TASK ITEM = The lines from the beginning of the records below through the one holding "0 6px,transparent 0" are to be copied exactly; leave the pictures out.

Dataset entries:
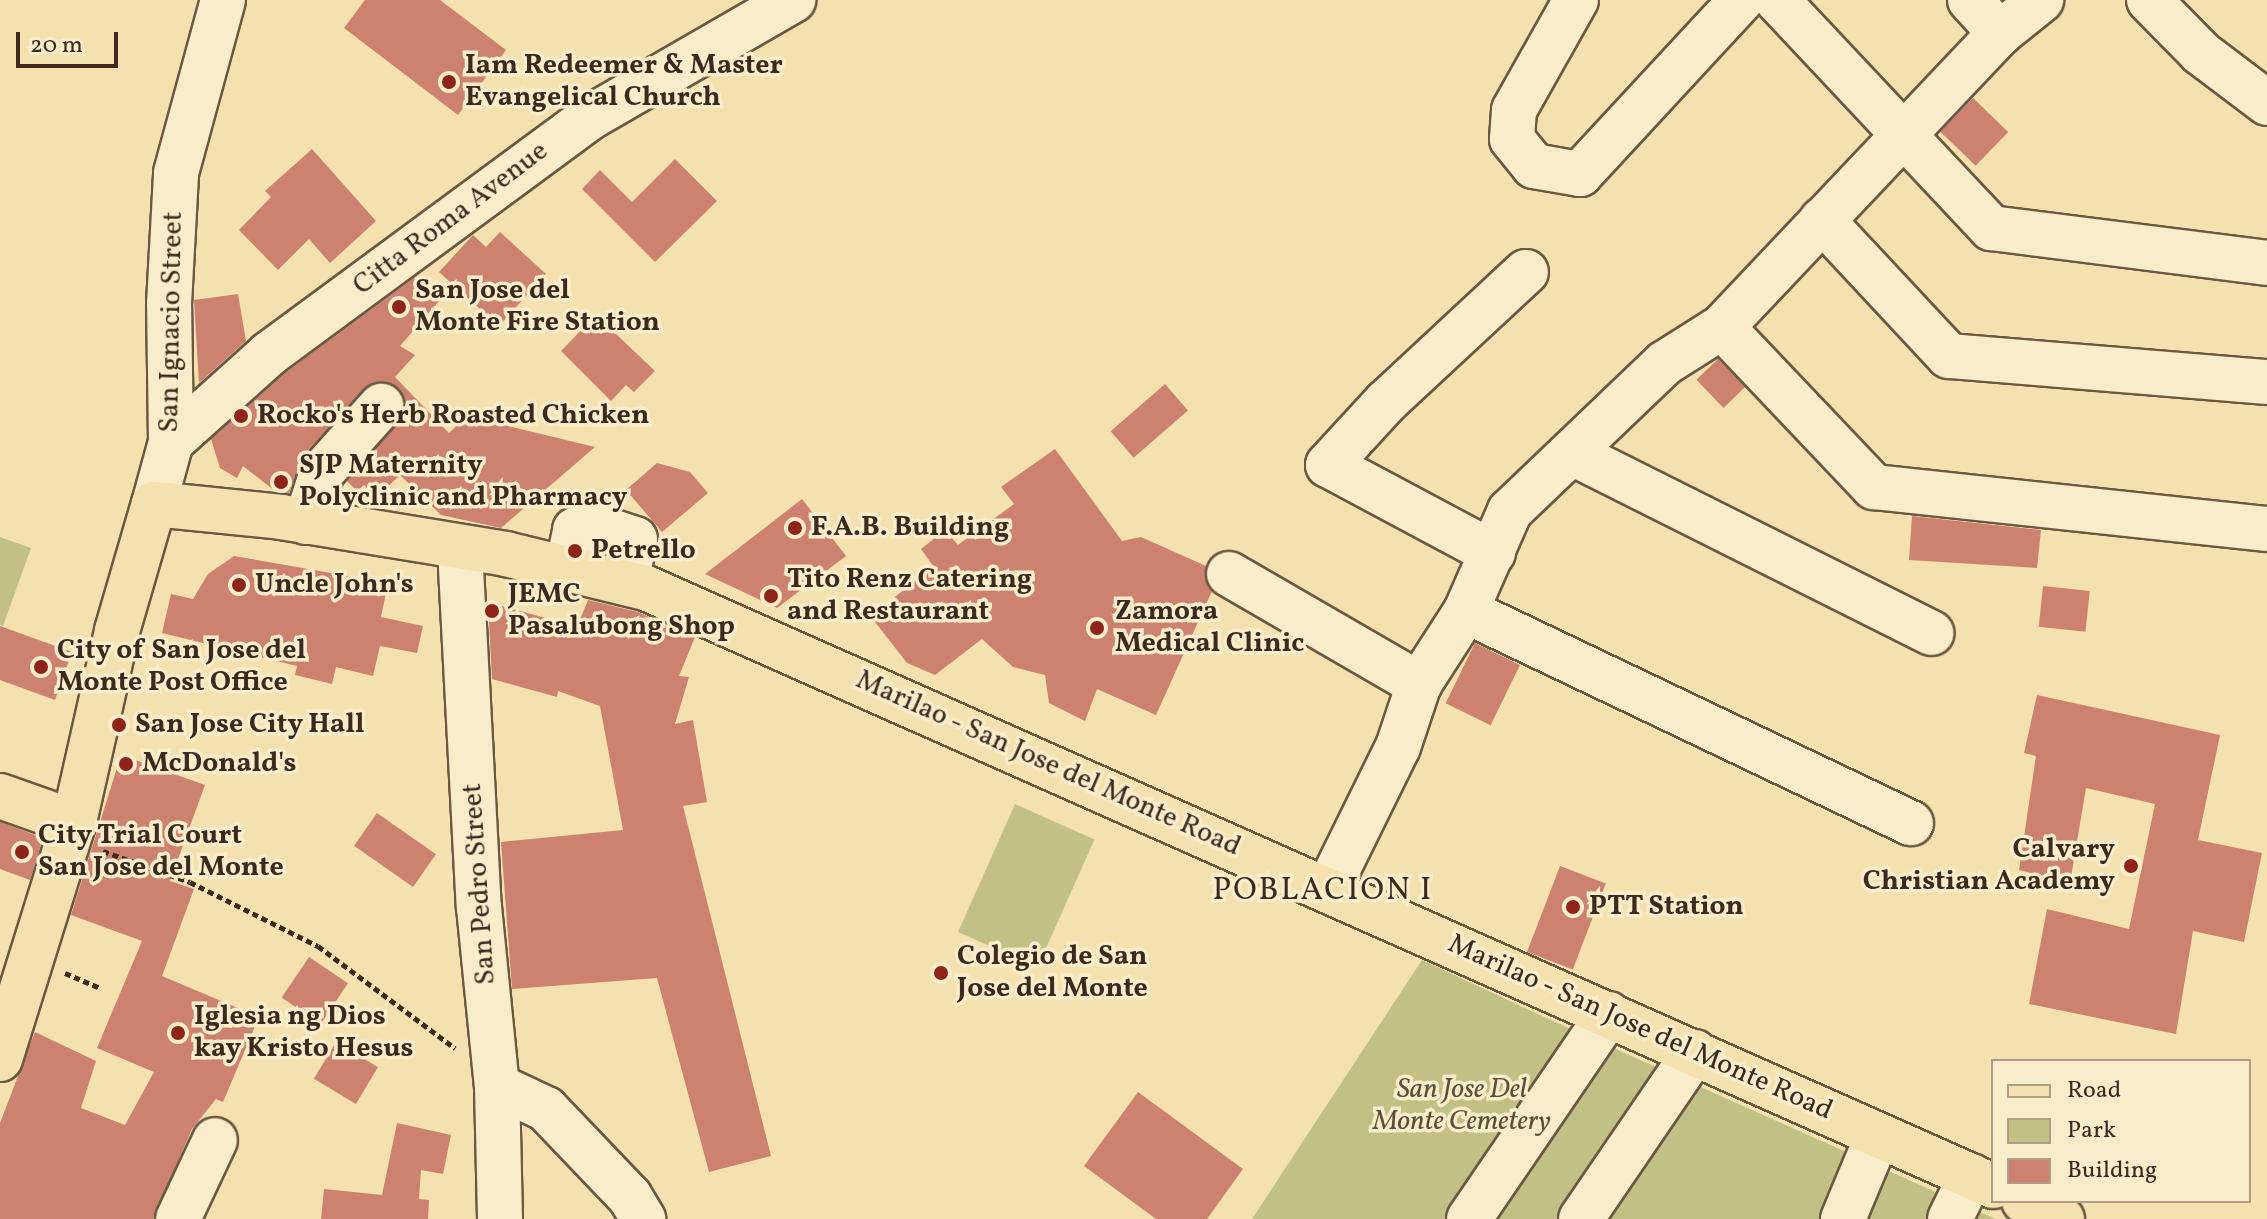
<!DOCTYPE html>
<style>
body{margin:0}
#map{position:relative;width:2267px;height:1219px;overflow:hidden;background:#f4e1ae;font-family:Vollkorn,serif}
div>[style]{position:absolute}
.green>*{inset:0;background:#c1c186;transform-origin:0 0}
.building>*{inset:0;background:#cc826e;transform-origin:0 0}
.path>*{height:5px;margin-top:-2.5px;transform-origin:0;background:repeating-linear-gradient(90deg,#3c2a1f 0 6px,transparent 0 10px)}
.roads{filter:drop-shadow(2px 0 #6a5843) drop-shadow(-2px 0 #6a5843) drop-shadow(0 2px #6a5843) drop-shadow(0 -2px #6a5843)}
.minor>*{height:44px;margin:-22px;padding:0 22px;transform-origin:22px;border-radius:22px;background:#f8ecca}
.major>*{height:44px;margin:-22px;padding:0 22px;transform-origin:22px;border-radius:22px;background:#f4e1ae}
.dots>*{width:22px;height:22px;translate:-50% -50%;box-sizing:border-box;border:4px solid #f8ecca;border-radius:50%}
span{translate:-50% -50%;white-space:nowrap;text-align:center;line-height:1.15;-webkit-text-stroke:7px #f8ecca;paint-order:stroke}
.poi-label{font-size:28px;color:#3c2a1f;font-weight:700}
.left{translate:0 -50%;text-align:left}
.right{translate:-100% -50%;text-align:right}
.street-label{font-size:28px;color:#3c2a1f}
.park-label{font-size:28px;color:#5d5039;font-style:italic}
.quarter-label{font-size:32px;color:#3c2a1f;letter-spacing:2px}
.legend{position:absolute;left:1991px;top:1059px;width:260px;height:144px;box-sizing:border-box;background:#f8ecca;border:2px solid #ad9e86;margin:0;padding:10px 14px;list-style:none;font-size:24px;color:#3c2a1f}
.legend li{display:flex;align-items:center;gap:16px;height:40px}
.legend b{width:40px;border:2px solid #ad9e86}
.scale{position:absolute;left:16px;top:32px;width:102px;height:36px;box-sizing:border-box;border:4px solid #3c2a1f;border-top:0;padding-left:10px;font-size:24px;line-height:28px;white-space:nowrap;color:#3c2a1f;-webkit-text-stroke:6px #f8ecca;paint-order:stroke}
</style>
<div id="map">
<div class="green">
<div style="clip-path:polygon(0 537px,31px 548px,3px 626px,0 625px)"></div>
<div style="left:1015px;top:804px;width:87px;height:140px;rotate:24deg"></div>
<div style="clip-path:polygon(1422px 960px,1542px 1016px,1996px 1219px,1252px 1219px)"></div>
</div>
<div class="building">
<div style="clip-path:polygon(365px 0,440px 0,506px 50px,458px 115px,344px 28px)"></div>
<div style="left:1973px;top:98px;width:49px;height:47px;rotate:44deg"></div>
<div style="clip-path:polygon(312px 149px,376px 221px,330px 263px,309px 239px,278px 270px,239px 230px,271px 197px,265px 191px)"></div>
<div style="clip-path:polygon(675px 159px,717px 201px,655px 262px,582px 189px,600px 170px,632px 202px)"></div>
<div style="clip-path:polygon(500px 232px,546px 274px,499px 326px,439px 272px,473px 235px,486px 247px)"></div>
<div style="clip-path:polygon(414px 278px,440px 300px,400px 346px,415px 355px,395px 377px,449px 433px,467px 416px,595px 447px,501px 528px,441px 515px,400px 475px,376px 498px,364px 485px,357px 491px,347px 481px,406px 410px,397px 387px,374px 382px,303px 455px,289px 493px,275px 491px,243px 466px,237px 478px,220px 468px,211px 439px,285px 373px)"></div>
<div style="clip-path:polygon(238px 294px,246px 341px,199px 383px,194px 300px)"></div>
<div style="clip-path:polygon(596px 315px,655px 371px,634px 392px,626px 385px,611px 401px,561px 351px)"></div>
<div style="left:1718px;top:359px;width:39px;height:30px;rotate:46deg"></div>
<div style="left:1165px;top:384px;width:35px;height:72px;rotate:49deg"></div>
<div style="clip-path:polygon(1055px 449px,1122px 541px,1141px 537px,1206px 566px,1212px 591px,1156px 715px,1097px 689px,1085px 721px,1049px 703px,1045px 675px,1013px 667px,982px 639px,935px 675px,907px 663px,875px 622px,897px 604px,892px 599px,934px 567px,921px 549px,945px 530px,958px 545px,1014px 504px,1001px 487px)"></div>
<div style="clip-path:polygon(657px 463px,690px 472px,708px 493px,662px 532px,626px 490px)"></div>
<div style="clip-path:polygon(802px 499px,846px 556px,777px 608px,705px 574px)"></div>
<div style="clip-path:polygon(1912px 516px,2041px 530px,2037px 568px,1909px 560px)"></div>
<div style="clip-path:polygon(234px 556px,388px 583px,381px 617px,423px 626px,417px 653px,380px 646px,373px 676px,336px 667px,332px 684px,295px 675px,297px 666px,162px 633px,171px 594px,193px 599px,208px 574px)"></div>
<div style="left:2043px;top:586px;width:47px;height:41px;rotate:6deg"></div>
<div style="clip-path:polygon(588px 600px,638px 612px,695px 637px,679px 676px,689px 677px,675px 724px,693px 720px,707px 802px,683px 806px,771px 1156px,709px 1172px,657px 978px,512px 989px,501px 842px,623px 830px,600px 706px,558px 691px,557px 697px,492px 679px,488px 602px,577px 627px)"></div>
<div style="clip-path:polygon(0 626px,72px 652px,55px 700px,0 680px)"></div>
<div style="left:1475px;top:643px;width:50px;height:67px;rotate:26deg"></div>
<div style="clip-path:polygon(2037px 695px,2220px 735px,2198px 840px,2262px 853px,2244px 942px,2193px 931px,2176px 1034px,2029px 1004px,2047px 909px,2129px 929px,2155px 804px,2086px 788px,2070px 883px,2019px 870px,2036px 756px,2024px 753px)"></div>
<div style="clip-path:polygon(121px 755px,205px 785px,170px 881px,194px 889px,162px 976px,259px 1017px,223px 1102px,216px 1099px,192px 1129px,153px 1219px,0 1219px,0 1123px,35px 1032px,96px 1061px,81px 1108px,125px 1125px,154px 1072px,97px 1048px,142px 941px,71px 915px)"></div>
<div style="left:377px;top:813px;width:72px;height:40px;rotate:35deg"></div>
<div style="clip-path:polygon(0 822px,43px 838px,30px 880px,0 869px)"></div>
<div style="left:1560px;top:866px;width:49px;height:92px;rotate:21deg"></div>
<div style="left:309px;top:957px;width:47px;height:49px;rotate:34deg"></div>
<div style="left:336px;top:1042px;width:49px;height:43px;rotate:31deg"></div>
<div style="clip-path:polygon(1138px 1092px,1243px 1169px,1207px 1219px,1156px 1219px,1084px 1166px)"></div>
<div style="clip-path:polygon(397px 1123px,451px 1135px,443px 1174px,421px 1170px,419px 1199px,429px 1200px,428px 1219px,321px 1219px,324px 1189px,382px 1195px)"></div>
</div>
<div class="path">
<div style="left:103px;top:851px;width:92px;rotate:19.6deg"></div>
<div style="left:190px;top:882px;width:143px;rotate:26.6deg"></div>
<div style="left:318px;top:946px;width:171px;rotate:36.7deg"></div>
<div style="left:65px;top:973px;width:38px;rotate:23deg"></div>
</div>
<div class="roads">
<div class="minor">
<div style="left:1576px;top:0;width:126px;rotate:119.4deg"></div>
<div style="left:1514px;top:110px;width:29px;rotate:94deg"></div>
<div style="left:1512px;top:139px;width:35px;rotate:51deg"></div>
<div style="left:1534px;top:166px;width:47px;rotate:9.9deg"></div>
<div style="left:1580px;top:174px;width:237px;rotate:-47.2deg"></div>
<div style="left:1777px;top:0;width:313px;rotate:46.8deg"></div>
<div style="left:1991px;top:228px;width:278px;rotate:7.2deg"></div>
<div style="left:1970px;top:0;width:45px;rotate:47.7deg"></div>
<div style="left:2149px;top:0;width:74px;rotate:45.5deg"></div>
<div style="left:2201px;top:53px;width:83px;rotate:37.1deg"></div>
<div style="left:1822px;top:220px;width:186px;rotate:47deg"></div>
<div style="left:1949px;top:356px;width:319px;rotate:4.7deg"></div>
<div style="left:1722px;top:327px;width:221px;rotate:46.5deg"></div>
<div style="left:1874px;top:487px;width:395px;rotate:6.1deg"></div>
<div style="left:171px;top:442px;width:132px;rotate:-41.9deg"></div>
<div style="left:269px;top:354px;width:398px;rotate:-36.4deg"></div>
<div style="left:589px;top:118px;width:236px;rotate:-30deg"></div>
<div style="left:1572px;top:453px;width:402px;rotate:26.6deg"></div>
<div style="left:154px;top:504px;width:64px;rotate:-74.7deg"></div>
<div style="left:171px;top:442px;width:138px;rotate:-90.8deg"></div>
<div style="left:169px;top:304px;width:131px;rotate:-86.9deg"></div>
<div style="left:176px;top:173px;width:179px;rotate:-74.8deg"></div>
<div style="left:306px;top:522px;width:52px;rotate:-72.3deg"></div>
<div style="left:322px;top:472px;width:89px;rotate:-48.2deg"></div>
<div style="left:460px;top:549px;width:359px;rotate:87deg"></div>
<div style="left:479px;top:907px;width:180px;rotate:84.3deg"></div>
<div style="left:497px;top:1086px;width:133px;rotate:88.7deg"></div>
<div style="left:1493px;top:553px;width:187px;rotate:-151.9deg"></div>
<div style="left:1328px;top:465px;width:86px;rotate:-47.4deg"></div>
<div style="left:1386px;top:402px;width:191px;rotate:-42.9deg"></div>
<div style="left:567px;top:569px;width:40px;rotate:-78deg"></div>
<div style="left:575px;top:530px;width:15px;rotate:-23deg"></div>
<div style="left:589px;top:524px;width:48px;rotate:18.1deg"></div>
<div style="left:635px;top:539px;width:45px;rotate:101.6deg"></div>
<div style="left:1229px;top:574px;width:220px;rotate:30.1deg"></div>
<div style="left:1466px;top:611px;width:493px;rotate:25.5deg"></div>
<div style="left:1329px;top:887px;width:156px;rotate:-63.8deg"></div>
<div style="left:1398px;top:747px;width:66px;rotate:-71.6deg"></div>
<div style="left:1419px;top:684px;width:87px;rotate:-57.2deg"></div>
<div style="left:1466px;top:611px;width:109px;rotate:-66.3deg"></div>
<div style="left:1510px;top:511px;width:214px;rotate:-43.7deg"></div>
<div style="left:1665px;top:363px;width:67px;rotate:-32.3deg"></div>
<div style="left:1722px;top:327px;width:405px;rotate:-46.6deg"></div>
<div style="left:2000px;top:33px;width:53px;rotate:-38.8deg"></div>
<div style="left:497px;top:1086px;width:54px;rotate:25.1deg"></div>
<div style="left:546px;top:1109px;width:122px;rotate:46.3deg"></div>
<div style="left:630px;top:1197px;width:26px;rotate:59deg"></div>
<div style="left:178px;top:1219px;width:87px;rotate:-64.9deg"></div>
<div style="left:1469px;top:1219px;width:248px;rotate:-55.7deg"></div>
<div style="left:1581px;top:1219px;width:202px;rotate:-55.7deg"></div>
<div style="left:1843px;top:1219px;width:91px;rotate:-67.4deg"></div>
<div style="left:1950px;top:1219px;width:48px;rotate:-64deg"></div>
</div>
<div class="major">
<div style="left:0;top:796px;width:78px;rotate:19.4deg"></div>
<div style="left:0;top:1059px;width:248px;rotate:-72.7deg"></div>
<div style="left:74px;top:822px;width:196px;rotate:-77.3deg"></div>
<div style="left:117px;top:631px;width:132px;rotate:-73.8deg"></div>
<div style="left:154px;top:504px;width:128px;rotate:5.8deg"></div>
<div style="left:281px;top:517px;width:228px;rotate:9.3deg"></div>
<div style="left:506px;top:554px;width:144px;rotate:13.7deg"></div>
<div style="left:646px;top:588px;width:1474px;rotate:23.94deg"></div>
<div style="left:2024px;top:1201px;width:42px;rotate:25.3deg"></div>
</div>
</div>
<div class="dots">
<div style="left:449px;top:82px;background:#8f2418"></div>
<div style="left:399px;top:307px;background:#8f2418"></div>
<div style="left:241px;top:416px;background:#8f2418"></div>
<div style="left:281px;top:482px;background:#8f2418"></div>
<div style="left:795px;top:528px;background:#8f2418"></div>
<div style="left:575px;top:551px;background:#8f2418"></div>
<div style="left:239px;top:585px;background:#8f2418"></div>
<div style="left:771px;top:596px;background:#8f2418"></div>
<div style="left:492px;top:611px;background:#8f2418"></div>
<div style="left:1097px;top:628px;background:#8f2418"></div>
<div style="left:41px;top:667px;background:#8f2418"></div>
<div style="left:119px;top:725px;background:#8f2418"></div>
<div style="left:126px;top:764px;background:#8f2418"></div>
<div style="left:22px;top:852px;background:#8f2418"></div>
<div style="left:2131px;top:866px;background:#8f2418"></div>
<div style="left:1573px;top:907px;background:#8f2418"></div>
<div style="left:941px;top:973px;background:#8f2418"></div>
<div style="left:178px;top:1033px;background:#8f2418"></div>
</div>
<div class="poi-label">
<span class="left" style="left:465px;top:82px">Iam Redeemer &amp; Master<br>Evangelical Church</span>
<span class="left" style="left:415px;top:307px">San Jose del<br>Monte Fire Station</span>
<span class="left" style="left:257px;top:416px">Rocko's Herb Roasted Chicken</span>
<span class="left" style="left:299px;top:482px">SJP Maternity<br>Polyclinic and Pharmacy</span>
<span class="left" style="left:811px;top:528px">F.A.B. Building</span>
<span class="left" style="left:591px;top:551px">Petrello</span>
<span class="left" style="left:787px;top:596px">Tito Renz Catering<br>and Restaurant</span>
<span class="left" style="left:255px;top:585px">Uncle John's</span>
<span class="left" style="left:508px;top:611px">JEMC<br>Pasalubong Shop</span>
<span class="left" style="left:1115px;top:628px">Zamora<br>Medical Clinic</span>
<span class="left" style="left:57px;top:667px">City of San Jose del<br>Monte Post Office</span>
<span class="left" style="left:135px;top:725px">San Jose City Hall</span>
<span class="left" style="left:142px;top:764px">McDonald's</span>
<span class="left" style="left:38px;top:852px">City Trial Court<br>San Jose del Monte</span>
<span class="right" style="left:2115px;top:866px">Calvary<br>Christian Academy</span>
<span class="left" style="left:1589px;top:907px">PTT Station</span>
<span class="left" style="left:957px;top:973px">Colegio de San<br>Jose del Monte</span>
<span class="left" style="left:194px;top:1033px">Iglesia ng Dios<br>kay Kristo Hesus</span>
</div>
<div class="street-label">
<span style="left:451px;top:219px;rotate:-37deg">Citta Roma Avenue</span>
<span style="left:172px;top:322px;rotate:-89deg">San Ignacio Street</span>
<span style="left:1048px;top:764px;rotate:24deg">Marilao - San Jose del Monte Road</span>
<span style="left:480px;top:884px;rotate:-94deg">San Pedro Street</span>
<span style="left:1640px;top:1028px;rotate:24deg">Marilao - San Jose del Monte Road</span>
</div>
<div class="park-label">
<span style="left:1462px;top:1106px">San Jose Del<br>Monte Cemetery</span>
</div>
<div class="quarter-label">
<span style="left:1323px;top:891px">POBLACION I</span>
</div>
<ul class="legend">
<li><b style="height:10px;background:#f4e1ae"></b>Road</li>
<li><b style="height:22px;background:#c1c186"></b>Park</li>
<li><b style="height:22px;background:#cc826e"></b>Building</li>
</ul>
<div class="scale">20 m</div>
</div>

FINISHED TASK =
<!DOCTYPE html>
<style>
body{margin:0}
#map{position:relative;width:2267px;height:1219px;overflow:hidden;background:#f4e1ae;font-family:Vollkorn,serif}
div>[style]{position:absolute}
.green>*{inset:0;background:#c1c186;transform-origin:0 0}
.building>*{inset:0;background:#cc826e;transform-origin:0 0}
.path>*{height:5px;margin-top:-2.5px;transform-origin:0;background:repeating-linear-gradient(90deg,#3c2a1f 0 6px,transparent 0 10px)}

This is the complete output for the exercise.